Open lhmarsden opened 7 months ago
Hi @lhmarsden , currently there is no easy way to specify array subsets using data values, because the start
and count
arguments of var.get.nc
only support index numbers.
If a user knows the name of the coordinate variables (e.g. from print.nc
), they can read the coordinate values and calculate the index range they need.
Otherwise, they can use var.inq.nc
to get the dimids, then use dim.inq.nc
to find the dimension names, then use var.get.nc
to read the dimension values.
As you can see, RNetCDF is still quite a low-level interface to netcdf. It would be possible to add your requested feature, although it may be more suitable for a higher level package like ncmeta
, which extends RNetCDF. @mdsumner , what do you think?

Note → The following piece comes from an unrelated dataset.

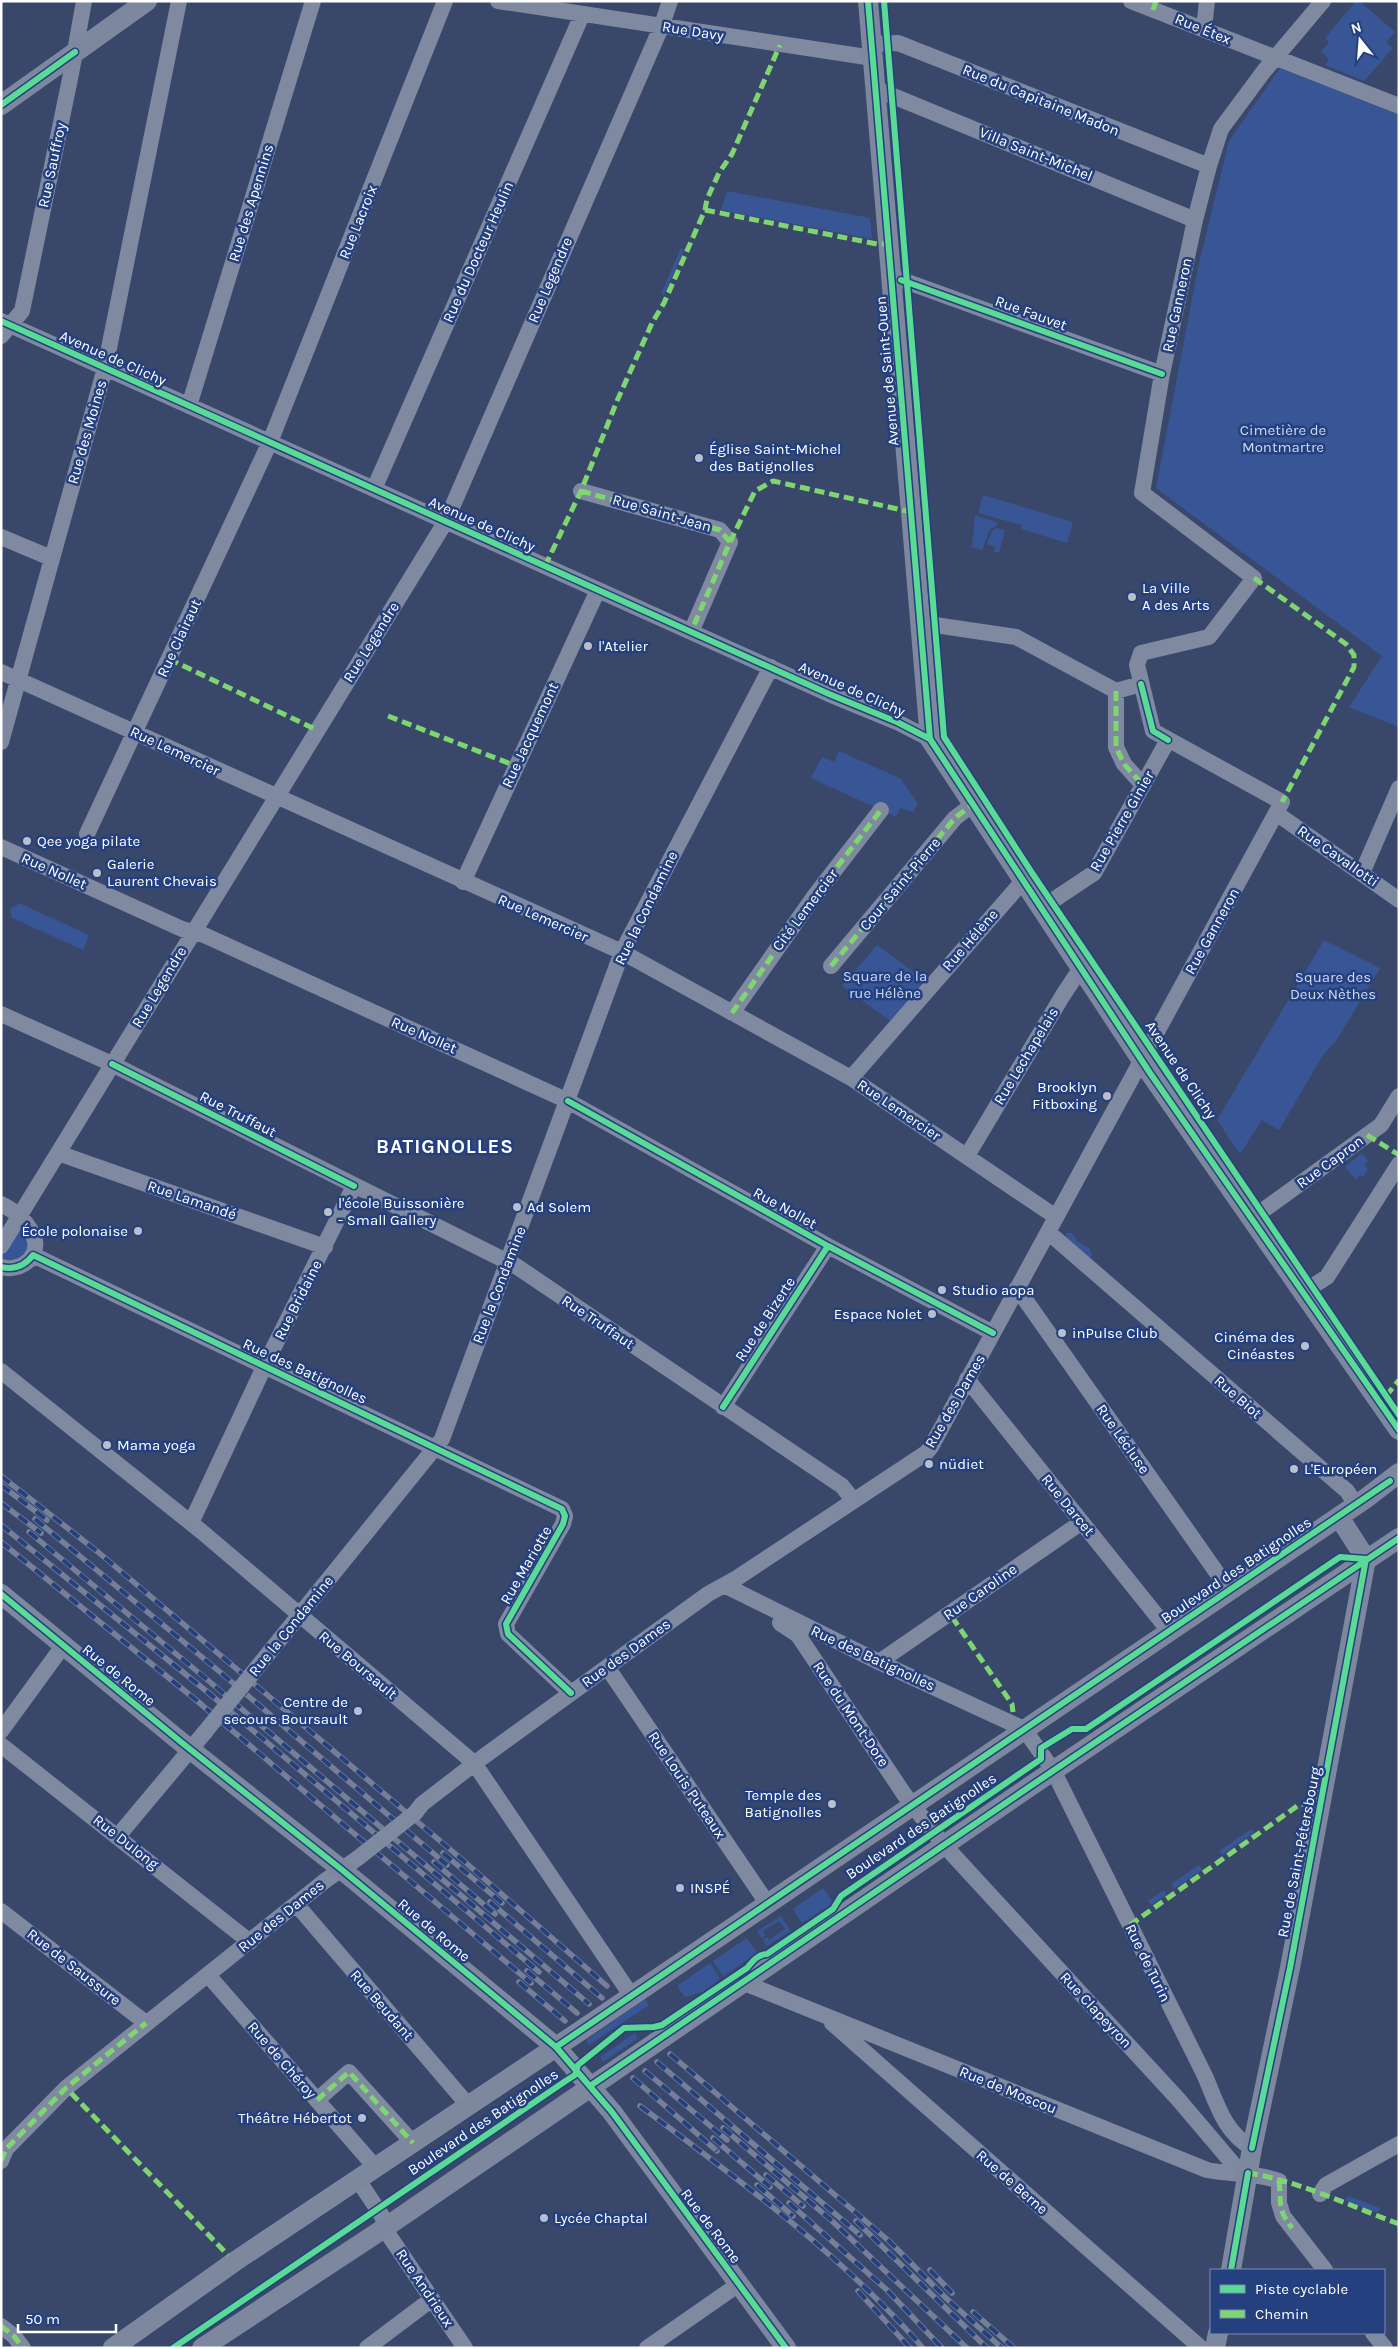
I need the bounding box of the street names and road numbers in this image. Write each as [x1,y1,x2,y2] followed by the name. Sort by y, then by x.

there's only one dimension in this file, PRES
I think if you read PRES, then use that for start and count ranges in the TEMP, but you might as well read both in whole, and do your own filtering in memory.
TEMP <- var.get.nc(data, "TEMP")
PRES <- var.get.nc(data, "PRES")
There's higher level tools in tidync which uses ncmeta (tidync is similar to but nowhere near as powerful as xarray). It's possible to explore what will be returned (via start/min/max values in the printout) from hyper_filter, but note we only have one grid in this file - when there are more you need activate()
.
library(tidync)
library(dplyr)
nc <- tidync(netcdf_file)
## here we stop being lazy and pull data
hyper_tibble(hyper_filter(nc, PRES = between(PRES, 15, 30)), select_var = c("PRES", "TEMP"))

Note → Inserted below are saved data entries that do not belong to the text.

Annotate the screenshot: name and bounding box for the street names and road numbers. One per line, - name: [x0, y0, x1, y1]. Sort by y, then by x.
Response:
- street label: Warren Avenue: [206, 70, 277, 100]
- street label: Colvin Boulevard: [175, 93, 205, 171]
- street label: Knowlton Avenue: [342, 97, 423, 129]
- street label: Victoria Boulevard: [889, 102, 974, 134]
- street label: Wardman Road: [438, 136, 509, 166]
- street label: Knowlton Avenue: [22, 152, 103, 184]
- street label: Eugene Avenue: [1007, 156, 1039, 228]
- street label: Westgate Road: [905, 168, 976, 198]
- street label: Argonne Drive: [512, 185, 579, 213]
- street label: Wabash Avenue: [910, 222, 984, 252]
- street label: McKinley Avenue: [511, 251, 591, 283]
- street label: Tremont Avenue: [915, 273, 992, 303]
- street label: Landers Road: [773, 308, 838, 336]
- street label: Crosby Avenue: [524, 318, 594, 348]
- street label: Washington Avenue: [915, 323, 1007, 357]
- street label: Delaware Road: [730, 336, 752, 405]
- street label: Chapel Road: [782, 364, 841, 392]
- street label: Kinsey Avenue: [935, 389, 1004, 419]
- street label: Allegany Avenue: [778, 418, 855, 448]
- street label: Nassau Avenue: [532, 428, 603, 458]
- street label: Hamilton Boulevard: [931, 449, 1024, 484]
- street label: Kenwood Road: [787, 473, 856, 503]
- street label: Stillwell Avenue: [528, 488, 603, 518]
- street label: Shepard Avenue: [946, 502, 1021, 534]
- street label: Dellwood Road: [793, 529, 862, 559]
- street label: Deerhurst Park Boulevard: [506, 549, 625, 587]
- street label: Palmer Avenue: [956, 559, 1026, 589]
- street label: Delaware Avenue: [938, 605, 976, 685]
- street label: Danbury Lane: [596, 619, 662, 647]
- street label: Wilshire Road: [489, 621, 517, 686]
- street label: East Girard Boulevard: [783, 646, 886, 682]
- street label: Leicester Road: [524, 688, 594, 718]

... attempting remote connection
Connection succeeded.
# A tibble: 16 × 2
PRES TEMP
<dbl> <dbl>
1 15 3.83
2 16 3.81
3 17 3.79
4 18 3.79
5 19 3.81
6 20 3.85
7 21 3.86
8 22 3.83
9 23 3.82
10 24 3.82
11 25 3.81
12 26 3.81
13 27 3.79
14 28 3.71
15 29 3.70
16 30 3.64
That's quite convenient but it doesn't take long until you run into limitations (compared to xarray). Also it might be plagued by library or build variations on different OS ... it could do with a refactor but frankly I'm probably more inclined to use xarray via reticulate these days :)
HTH
Thanks @mdsumner.
I have often considered adding higher-level capabilities to RNetCDF, but given limited time, my main focus has been on improving support for features of NetCDF datasets (e.g. nested user-defined types) while maintaining backward compatibility and portability.

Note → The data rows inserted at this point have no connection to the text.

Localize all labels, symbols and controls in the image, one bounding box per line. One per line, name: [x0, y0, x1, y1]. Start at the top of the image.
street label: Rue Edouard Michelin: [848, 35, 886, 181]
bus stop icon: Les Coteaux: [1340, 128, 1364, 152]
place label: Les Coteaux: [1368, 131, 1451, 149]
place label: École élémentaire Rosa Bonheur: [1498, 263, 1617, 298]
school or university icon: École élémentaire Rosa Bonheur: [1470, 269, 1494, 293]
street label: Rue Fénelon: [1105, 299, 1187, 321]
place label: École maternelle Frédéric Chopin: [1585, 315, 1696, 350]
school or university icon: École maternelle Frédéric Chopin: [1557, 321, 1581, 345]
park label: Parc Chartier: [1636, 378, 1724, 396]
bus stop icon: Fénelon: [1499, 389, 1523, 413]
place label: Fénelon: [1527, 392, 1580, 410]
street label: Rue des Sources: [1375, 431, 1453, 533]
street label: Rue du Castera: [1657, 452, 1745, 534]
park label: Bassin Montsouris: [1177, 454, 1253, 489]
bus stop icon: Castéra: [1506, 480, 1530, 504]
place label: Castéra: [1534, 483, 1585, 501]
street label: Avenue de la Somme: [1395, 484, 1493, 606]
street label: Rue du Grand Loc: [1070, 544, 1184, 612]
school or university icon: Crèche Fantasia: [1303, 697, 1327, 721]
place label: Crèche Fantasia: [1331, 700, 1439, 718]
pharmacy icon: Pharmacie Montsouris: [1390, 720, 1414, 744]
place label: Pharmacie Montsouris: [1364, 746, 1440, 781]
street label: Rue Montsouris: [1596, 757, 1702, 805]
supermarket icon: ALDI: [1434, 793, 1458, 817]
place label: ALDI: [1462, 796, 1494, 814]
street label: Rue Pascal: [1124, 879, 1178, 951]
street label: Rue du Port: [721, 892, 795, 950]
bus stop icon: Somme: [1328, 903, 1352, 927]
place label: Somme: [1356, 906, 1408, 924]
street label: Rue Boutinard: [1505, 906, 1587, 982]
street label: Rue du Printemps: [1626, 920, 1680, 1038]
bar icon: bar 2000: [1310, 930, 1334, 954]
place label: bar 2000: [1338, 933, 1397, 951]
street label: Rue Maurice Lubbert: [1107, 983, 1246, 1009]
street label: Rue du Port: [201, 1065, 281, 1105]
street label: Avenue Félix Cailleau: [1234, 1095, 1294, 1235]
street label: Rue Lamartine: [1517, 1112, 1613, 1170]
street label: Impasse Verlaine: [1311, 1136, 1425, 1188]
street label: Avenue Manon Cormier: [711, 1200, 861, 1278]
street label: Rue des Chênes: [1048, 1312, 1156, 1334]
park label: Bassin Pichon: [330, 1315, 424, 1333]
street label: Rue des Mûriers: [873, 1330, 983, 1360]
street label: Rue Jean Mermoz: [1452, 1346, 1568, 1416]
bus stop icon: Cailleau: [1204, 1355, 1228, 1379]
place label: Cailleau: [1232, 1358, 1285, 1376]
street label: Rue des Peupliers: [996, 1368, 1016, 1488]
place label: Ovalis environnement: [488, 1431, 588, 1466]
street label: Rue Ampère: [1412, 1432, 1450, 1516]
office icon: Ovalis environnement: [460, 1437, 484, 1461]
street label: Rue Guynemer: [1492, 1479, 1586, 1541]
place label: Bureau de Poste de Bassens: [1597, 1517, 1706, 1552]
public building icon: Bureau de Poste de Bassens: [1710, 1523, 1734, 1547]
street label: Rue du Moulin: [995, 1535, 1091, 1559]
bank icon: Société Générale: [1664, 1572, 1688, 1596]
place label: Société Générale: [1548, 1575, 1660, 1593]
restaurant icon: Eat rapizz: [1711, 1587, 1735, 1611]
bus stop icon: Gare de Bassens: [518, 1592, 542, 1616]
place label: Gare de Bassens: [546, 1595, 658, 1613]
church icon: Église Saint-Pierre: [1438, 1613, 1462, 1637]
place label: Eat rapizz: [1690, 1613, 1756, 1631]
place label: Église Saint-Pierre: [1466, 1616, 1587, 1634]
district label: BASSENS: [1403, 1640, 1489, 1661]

I also doubt that RNetCDF is the right starting point for a user-friendly, high-level interface to NetCDF. Although most of the code was rewritten for version 2.0, the core API of this package is almost 20 years old this year! I suspect that it would be easier to provide a convenient API from a more modern package, running RNetCDF under the hood. The stars
package provides an example of what is possible with additional layers on top of RNetCDF, with features including lazy evaluation across multiple datasets - see https://r-spatial.github.io/stars/articles/stars2.html .
Part of the challenge is that NetCDF is so flexible. It provides a variety of features, with few restrictions on how they are used. RNetCDF aims to support the low-level capabilities, no matter how they are used or abused. A higher-level API will often need to assume that NetCDF conventions have been followed, but there are several different conventions, they continue to evolve, and they are sometimes misused or misinterpreted. Where RNetCDF has strayed into supporting conventions, it has become messy - as in the numerous options for handling missing values. For this reason, a separation of concerns may be beneficial, with one or more packages implementing the NetCDF conventions, all leveraging the lower-level (and hopefully more stable) RNetCDF interface.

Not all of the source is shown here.